If you are in too much of a hurry then you are already dead

As I last wrote, we had just completed our cooking class in Fez and Randall then took a mid afternoon walk around the neighbourhood to complete our rest day. We dined within the medina at a local restaurant in the home, enjoying Moroccan salad (of course), chicken pie (pastilla) and home made sweets. Great cook and friendly family.
 
 
 
The next day was a very long 10 hour drive to Marrakech and almost another world. The country changed fairly quickly along the way and after some steady climbing we had a short stop in a European style town complete with royal grammar school, convention centre and french town setting. Ifrane is known as the Switzerland of Morocco and has plenty of snow in winter. Amazing oasis as not far beyond that the country flattened out completely and we then sped past many trucks carrying sugar beets to a sugar processing factory. And just about everything else in sight as our driver deviated just slightly from the legendary, take your time about everything, Moroccan living.
 
 
We enjoyed a long chat with our wandering Italian Clos des Arts riad hosts who had spent many years in Africa before getting into the riad business. In the late evening we made a short walk to the main square of Marrakech but did not linger long as we were buggered and suffering from enough of the pressures within medinas. For those not familiar with riads, they are well hidden behind street walls (most places have no windows to streets) with rooms located around an open garden or sitting area complete with central fountain and sitting and dining areas. Tranquil, with bedlam just outside the door. Heaven for some.
 
 
By the next morning we were slower still with both having a touch of food poisoning probably from the restaurant(!) in the town where we had lunch the day before but fortunately we were recovering by the end of the day. The day tour of the medina was one step after the other but we did take most of the history lesson in (we think). A light dinner then followed in the new town and then the day was over.
 
 
Next day we were heading for the finishing line at Casablanca. You must remember this; that Casablanca is over 4 million people with a very cosmopolitan feel about it. Women in modern dress and the beach area where we stayed was a mass of families enjoying their weekend outing. Western visitors tend to avoid Casablanca as it is just another city but for us it helped to get a feel for the balance of where Morocco is heading. Casablanca and Rabat are different from the older culturally conservative cities of Fez and Marrakech. Casablanca has the world's third biggest mosque and one of the few in Morocco that accepts western visitors.
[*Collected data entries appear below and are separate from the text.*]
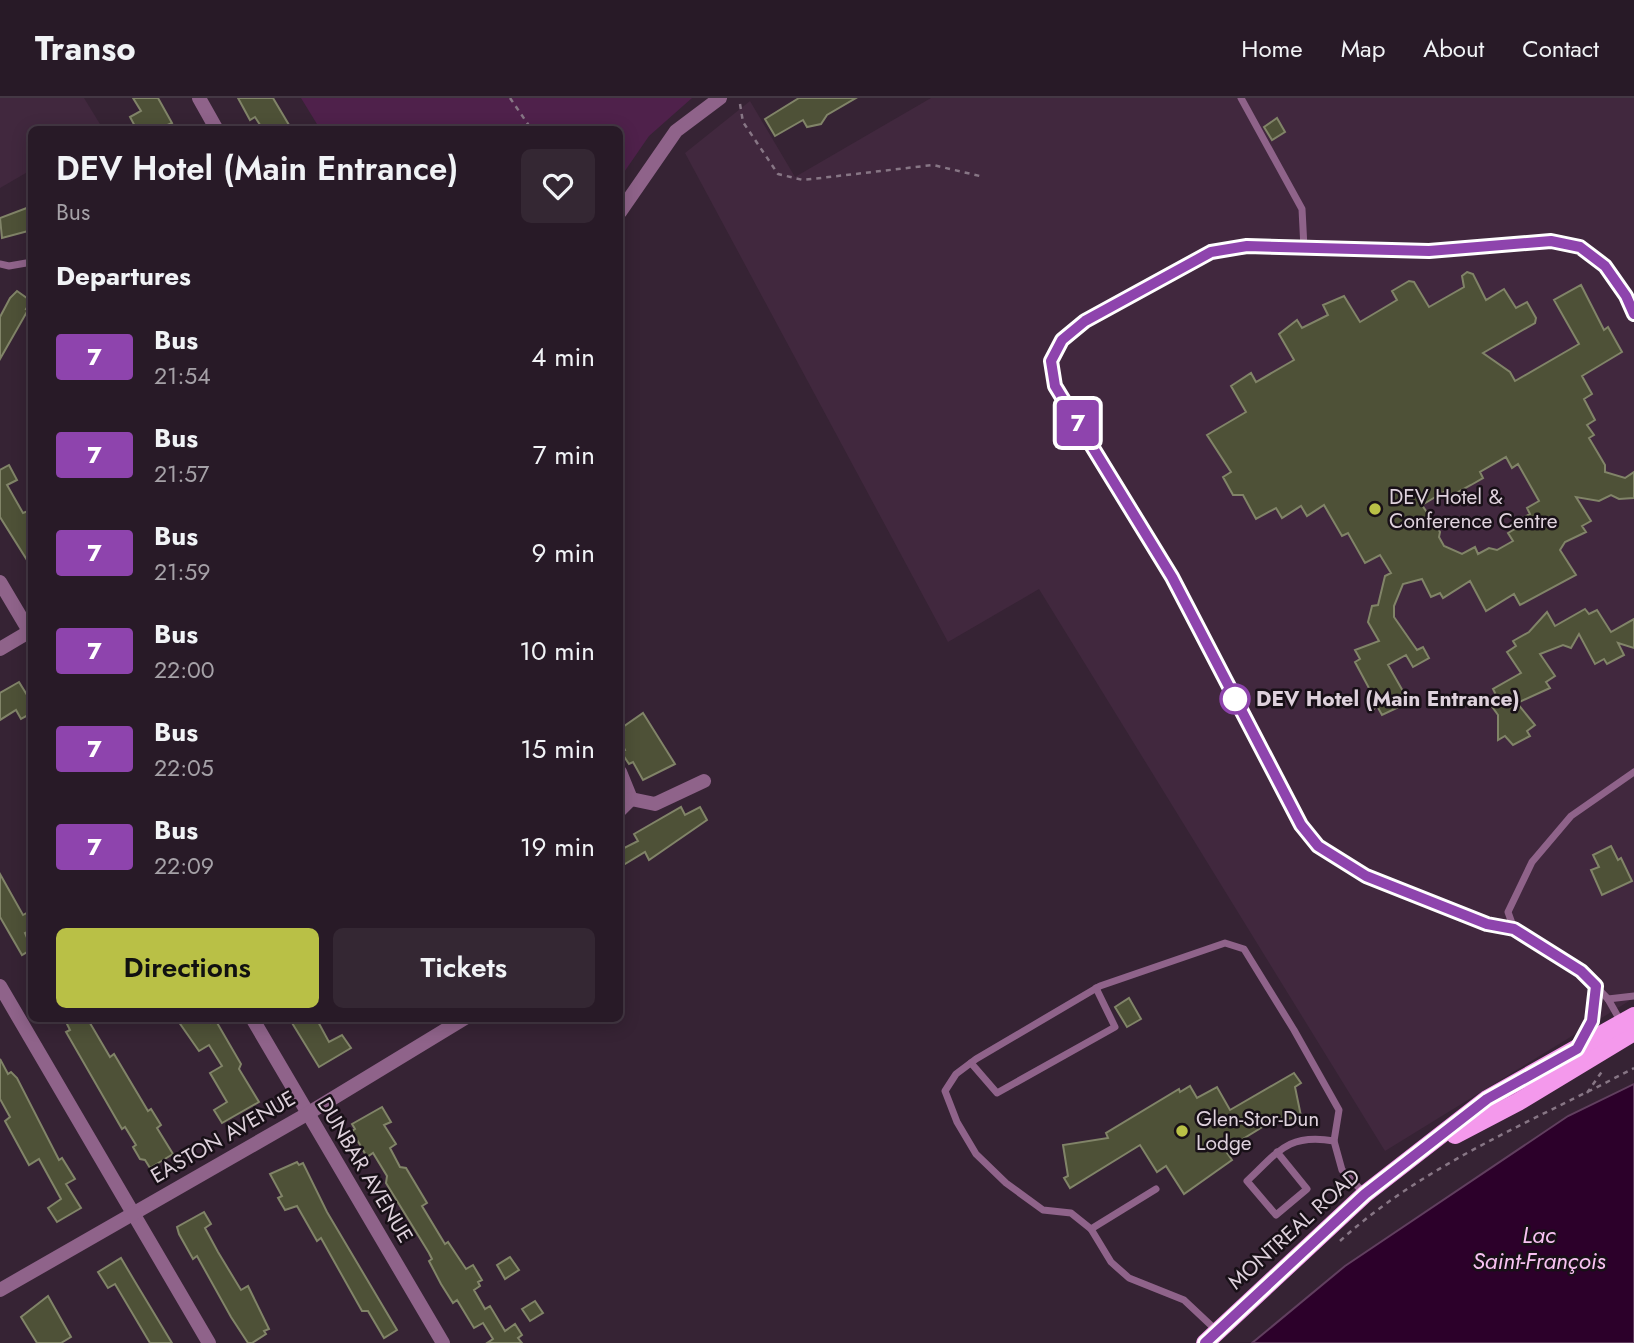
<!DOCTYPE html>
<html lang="en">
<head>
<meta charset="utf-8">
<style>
  body { margin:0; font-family:Jost,sans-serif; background:#342733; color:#f1f3f6; height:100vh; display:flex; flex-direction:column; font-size:26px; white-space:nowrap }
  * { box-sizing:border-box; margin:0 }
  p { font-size:23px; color:#a5a1a7 }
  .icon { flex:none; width:38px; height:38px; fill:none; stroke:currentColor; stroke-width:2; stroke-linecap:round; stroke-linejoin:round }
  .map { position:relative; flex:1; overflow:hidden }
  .sheet { position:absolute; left:28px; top:28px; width:595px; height:896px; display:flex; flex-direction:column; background:#281a27; border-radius:10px; box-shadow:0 4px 18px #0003,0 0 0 2px #443844 }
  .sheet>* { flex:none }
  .badge { padding:0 14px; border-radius:5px; font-size:24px; line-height:46px }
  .map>.badge { position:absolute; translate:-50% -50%; box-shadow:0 0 0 4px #fff }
  h2 { padding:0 28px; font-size:26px; line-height:63px }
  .round { display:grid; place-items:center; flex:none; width:74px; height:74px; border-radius:10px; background:#342733 }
  .summary { display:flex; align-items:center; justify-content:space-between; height:119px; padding:0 28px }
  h1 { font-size:33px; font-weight:600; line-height:52px }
  .cta { display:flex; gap:14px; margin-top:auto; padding:14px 28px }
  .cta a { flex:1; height:80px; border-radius:10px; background:#b9c046; color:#111; font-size:28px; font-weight:600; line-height:80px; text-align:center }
  .cta a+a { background:#342733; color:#f1f3f6 }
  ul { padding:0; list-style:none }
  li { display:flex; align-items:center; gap:21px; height:98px; padding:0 28px }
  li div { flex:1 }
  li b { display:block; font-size:26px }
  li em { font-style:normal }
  li .badge { min-width:77px; font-weight:700; text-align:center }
  header { display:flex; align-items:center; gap:42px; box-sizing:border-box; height:98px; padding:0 35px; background:#281a27; border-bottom:2px solid #443844 }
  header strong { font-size:33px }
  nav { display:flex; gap:38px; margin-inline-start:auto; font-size:24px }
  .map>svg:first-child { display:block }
</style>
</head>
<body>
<header>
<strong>Transo</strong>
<nav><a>Home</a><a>Map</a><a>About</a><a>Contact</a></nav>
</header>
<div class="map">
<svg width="1634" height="1245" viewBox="0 0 1634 1245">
  <rect width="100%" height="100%" fill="#362334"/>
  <g fill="#41283e">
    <path d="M0 0H84L103 31 32 32 31 72 0 90Z"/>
    <path d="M931 0H1634V900L1385 1053 1039 491 948 544 685 55 750 3 795 79Z"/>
  </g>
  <path fill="#4f214b" d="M301 0H692L649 38 620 80V32L320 31Z"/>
  <path fill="#2c002a" stroke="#613f5f" stroke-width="2" d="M1634 986V1245H1252L1345 1168 1568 1018Z"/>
  <g fill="#4e5137" stroke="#818468" stroke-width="2" fill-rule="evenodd">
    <path d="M133 0H158L172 25 165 28 167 32H137L130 19 141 13Z"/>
    <path d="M238 0H273L292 32 262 30 255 19 250 22Z"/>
    <path d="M799 0H856L827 17 821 26 807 29 803 22 775 38 765 21Z"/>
    <path d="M1277 20 1285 34 1272 42 1264 29Z"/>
    <path d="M32 108V132L2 140 0 120Z"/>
    <path d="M1467 174 1473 176 1486 202 1504 191 1516 210 1527 204 1536 220 1535 225 1483 255 1510 274 1515 283 1579 246 1554 202 1581 187 1604 232 1608 229 1622 254 1582 278 1592 296 1584 301 1595 322 1587 327 1594 337 1589 340 1605 367V374L1625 380 1634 374V400L1619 401 1611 397 1599 403 1576 399 1591 423 1582 428 1586 434 1565 444 1560 452 1576 477 1520 507 1514 496 1486 513 1470 483 1443 500 1440 495 1431 499 1422 481 1403 486 1394 508V519L1417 552 1423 549 1429 560 1413 569 1406 557 1388 567 1404 595 1398 599 1403 607 1382 617 1377 608 1374 611 1367 598 1370 592 1355 564 1360 561 1355 552 1379 543 1368 524 1372 508 1378 507 1385 478 1391 475 1380 457 1365 465 1348 435 1342 438 1324 407 1307 418 1301 408 1282 420 1276 410 1256 421 1243 397H1233L1223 379 1231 374 1207 337 1246 314 1231 288 1251 275 1256 284 1294 262 1279 236 1297 222 1302 230 1328 217 1323 207 1344 198 1360 224 1397 202 1392 193 1409 183 1414 184 1429 209 1464 189 1462 178ZM1506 359 1512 370 1518 366 1539 403 1527 410 1530 416 1519 422 1522 427 1508 435 1513 443 1497 452 1489 450 1478 456 1475 449 1462 456 1444 448 1439 439 1440 434 1422 407 1447 392 1451 398 1471 387 1483 380 1480 374Z"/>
    <path d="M17 193 31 203 26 211 28 212 0 261V219L10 200Z"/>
    <path d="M9 367 17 382 7 387 23 415 28 413 32 419V470L0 419V372Z"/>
    <path d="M1585 511 1589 516 1597 512 1611 534 1634 521V550L1618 545 1624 557 1607 566 1604 561 1595 566 1579 536 1571 550 1563 547 1540 556 1555 578 1546 584 1550 590 1517 605 1535 627 1527 633 1530 638 1513 647 1505 638 1498 642V617L1488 603 1496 597 1493 591 1521 575 1507 554 1516 548 1513 543 1529 534 1547 514 1555 528Z"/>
    <path d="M19 584 32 605V615L21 621 16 612 0 622V595Z"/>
    <path d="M643 615 675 666 643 682 633 664 629 666 621 654 625 652 620 642V631Z"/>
    <path d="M681 709 685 717 700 709 707 722 649 762 645 754 620 769V752L638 743 634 736Z"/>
    <path d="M1611 748 1618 762 1621 760 1632 783 1602 797 1591 772 1599 769 1593 757Z"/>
    <path d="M0 776 23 817 32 812V832L25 835 32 851 22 857 0 819Z"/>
    <path d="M1129 900 1141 921 1127 929 1115 909Z"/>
    <path d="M64 920H87L110 959 114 956 148 1013 151 1011 161 1027 157 1030 173 1056 150 1070 145 1062 140 1061 133 1049 136 1047 125 1029 122 1031 66 934 70 932Z"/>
    <path d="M176 920H209L211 925 216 923 241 966 239 971 259 1004 222 1025 214 1012 227 1004 210 975 222 968 209 947 199 953Z"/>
    <path d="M289 920H316L329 944 342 937 351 950 319 969Z"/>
    <path d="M0 961 8 976 11 974 17 980 59 1062 62 1060 75 1081 66 1086 81 1110 57 1124 48 1110 61 1101 39 1061 29 1067 5 1023 10 1019 0 1001Z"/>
    <path d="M1294 975 1301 985 1295 989 1301 1018 1269 1025 1225 1052 1232 1062 1184 1096 1166 1068 1157 1074 1140 1047 1070 1090 1064 1080 1068 1078 1063 1047 1108 1040 1106 1035 1179 991 1180 994 1190 988 1197 1000 1217 989 1230 1012Z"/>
    <path d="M382 1009 391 1024 384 1027 396 1046 390 1050 400 1069 406 1070 427 1105 422 1108 445 1146 448 1144 466 1171 473 1167 482 1182 478 1184 480 1188 474 1192 485 1211 490 1208 505 1233 515 1226 522 1237 518 1240 522 1245H487L493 1241 483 1225 474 1230 457 1202 453 1205 441 1186 429 1163 432 1161 429 1155 386 1085 387 1078 373 1055 367 1059 352 1033 355 1031 352 1026Z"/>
    <path d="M297 1064 299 1067 303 1065 327 1114 397 1232 384 1240 368 1213H362L321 1140 317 1143 297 1108 285 1112 278 1100 282 1098 270 1076Z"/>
    <path d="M204 1114 211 1126 205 1130 218 1154 241 1192 248 1188 269 1231 264 1233 266 1236 252 1245H248L231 1219 197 1158 193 1161 179 1136 177 1129Z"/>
    <path d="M510 1159 519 1172 505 1181 497 1167Z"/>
    <path d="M121 1160 134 1182 172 1245H150L115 1186 108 1190 98 1174Z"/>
    <path d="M48 1198 71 1239 61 1245H37L21 1219Z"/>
    <path d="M535 1203 543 1215 530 1223 522 1211Z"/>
  </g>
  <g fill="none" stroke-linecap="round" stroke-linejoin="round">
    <g stroke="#877685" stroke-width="2.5" stroke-dasharray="5 5" stroke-linecap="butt">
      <path d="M510 0 532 32"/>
      <path d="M740 6 743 24 778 76 803 82 933 67 984 79"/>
      <path d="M1587 995 1603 972"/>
      <path d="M1340 1143C1424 1066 1534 1023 1634 970"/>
    </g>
    <g stroke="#8f638a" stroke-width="7">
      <path d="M1241 0 1302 111 1304 150"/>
      <path d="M0 166 9 168 32 164"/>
      <path d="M1514 831 1508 814 1532 764 1571 718 1634 674"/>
      <path d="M1608 901 1634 898"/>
      <path d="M1621 924 1608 901 1581 873 1514 831 1487 826 1366 778 1318 748 1301 727 1172 479 1055 288 1051 263 1062 242 1085 223 1211 154 1247 148 1429 153 1551 143 1580 149 1605 168 1626 198 1634 216"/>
      <path d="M1581 944 1592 923 1596 888"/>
      <path d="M971 965 997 995 1115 929 1096 890"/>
      <path d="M1277 1054 1307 1091 1276 1117 1247 1083C1278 1054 1288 1035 1334 1043L1342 1072 1364 1095"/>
      <path d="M1156 1091 1091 1131 1071 1115 1043 1112 1006 1085 976 1056 957 1024 945 993 956 976 976 961 1100 888 1225 845 1244 851 1294 932 1339 1012 1334 1043"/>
      <path d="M1091 1131 1111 1164 1129 1180 1184 1202 1217 1233"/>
    </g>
    <g stroke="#8f638a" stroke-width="14">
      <path d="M199 0 217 32"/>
      <path d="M620 114 676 33 720 0"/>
      <path d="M0 484 32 538"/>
      <path d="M0 551 32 532"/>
      <path d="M620 674 631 701 620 712"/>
      <path d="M631 701 655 706 704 683"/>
      <path d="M0 888 209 1245"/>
      <path d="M252 920 443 1245"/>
      <path d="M0 1192 307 1016 465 920"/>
    </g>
    <g stroke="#f499ec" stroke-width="18">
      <path d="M1455 1037 1518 1004 1634 934"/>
      <path d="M1205 1245 1365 1096 1487 1001 1634 918"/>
    </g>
  </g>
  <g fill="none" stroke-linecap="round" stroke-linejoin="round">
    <g stroke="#fff" stroke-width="16">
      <path id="line" d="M1205 1245 1365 1096 1487 1001 1577 951 1592 923 1596 888 1581 873 1514 831 1487 826 1366 778 1318 748 1301 727 1172 479 1055 288 1051 263 1062 242 1085 223 1211 154 1247 148 1429 153 1551 143 1580 149 1605 168 1626 198 1634 216"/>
    </g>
    <use href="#line" stroke="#8e44ad" stroke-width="10"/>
  </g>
  <g fill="#b9c046" stroke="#181017" stroke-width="2.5">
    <circle cx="1375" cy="411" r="7"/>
    <circle cx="1182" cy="1033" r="7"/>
  </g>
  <circle fill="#fff" stroke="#8e44ad" stroke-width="3.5" cx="1235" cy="601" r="14"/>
  <g text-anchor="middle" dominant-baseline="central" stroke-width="5" stroke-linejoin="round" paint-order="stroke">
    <g font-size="21" fill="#ded1dc" stroke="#181017" text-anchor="start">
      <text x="1389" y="399">DEV Hotel &amp;<tspan x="1389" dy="24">Conference Centre</tspan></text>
      <text x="1196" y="1021">Glen-Stor-Dun<tspan x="1196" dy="24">Lodge</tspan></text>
    </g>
    <g font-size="21" font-weight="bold" fill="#ded1dc" stroke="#181017" text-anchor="start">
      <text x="1256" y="601">DEV Hotel (Main Entrance)</text>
    </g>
    <g font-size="21" fill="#ded1dc" stroke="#181017">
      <text transform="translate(223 1039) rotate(-30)">EASTON AVENUE</text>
      <text transform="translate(365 1072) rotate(59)">DUNBAR AVENUE</text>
      <text transform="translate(1294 1131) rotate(-42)">MONTREAL ROAD</text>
    </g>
    <g font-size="23" font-style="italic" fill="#f8c2f2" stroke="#181017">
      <text x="1539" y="1137">Lac<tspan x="1539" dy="26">Saint-François</tspan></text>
    </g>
  </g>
</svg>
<b class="badge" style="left:1078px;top:325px;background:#8e44ad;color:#fff">7</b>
<section class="sheet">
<div class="summary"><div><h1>DEV Hotel (Main Entrance)</h1><p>Bus</p></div><a class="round"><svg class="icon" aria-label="heart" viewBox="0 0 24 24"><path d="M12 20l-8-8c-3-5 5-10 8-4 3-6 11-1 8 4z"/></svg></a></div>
<h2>Departures</h2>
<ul>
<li><span class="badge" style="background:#8e44ad;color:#fff">7</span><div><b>Bus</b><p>21:54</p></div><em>4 min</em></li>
<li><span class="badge" style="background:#8e44ad;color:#fff">7</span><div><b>Bus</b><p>21:57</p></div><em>7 min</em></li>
<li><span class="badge" style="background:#8e44ad;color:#fff">7</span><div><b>Bus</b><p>21:59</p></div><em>9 min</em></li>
<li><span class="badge" style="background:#8e44ad;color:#fff">7</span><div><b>Bus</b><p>22:00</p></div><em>10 min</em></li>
<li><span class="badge" style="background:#8e44ad;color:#fff">7</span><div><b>Bus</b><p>22:05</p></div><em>15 min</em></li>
<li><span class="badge" style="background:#8e44ad;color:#fff">7</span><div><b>Bus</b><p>22:09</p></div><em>19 min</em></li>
</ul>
<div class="cta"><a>Directions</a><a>Tickets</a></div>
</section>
</div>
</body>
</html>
Our tour there was really interesting and the place has a very elegant and rich feel about it. Opening roof, in built audio systems, venetian chandeliers and a beautiful arabic creation of unknown cost and built in 6 years, often 24 hours a day!
 
 
 
On our drive into Casablanca we also briefly stopped in El Jadida which has an old Portuguese fort with an underground cistern to rival Justinian's in Istanbul. One would say a photographer's paradise
 
 
For out last Moroccan evening we dined with locals, enjoying our fish with Yvonne anxiously awaiting a promised belly dancer who turned out to be not that great or perhaps still learning. Try as she might like to see it that way, Morocco is not as sexist as she thought it might be, it seems.
All in all we thoroughly enjoyed Morocco and we will now watch with greater interest developments in a growing country, proud of its heritage.
 
We now head back to Spain for our next learning experience.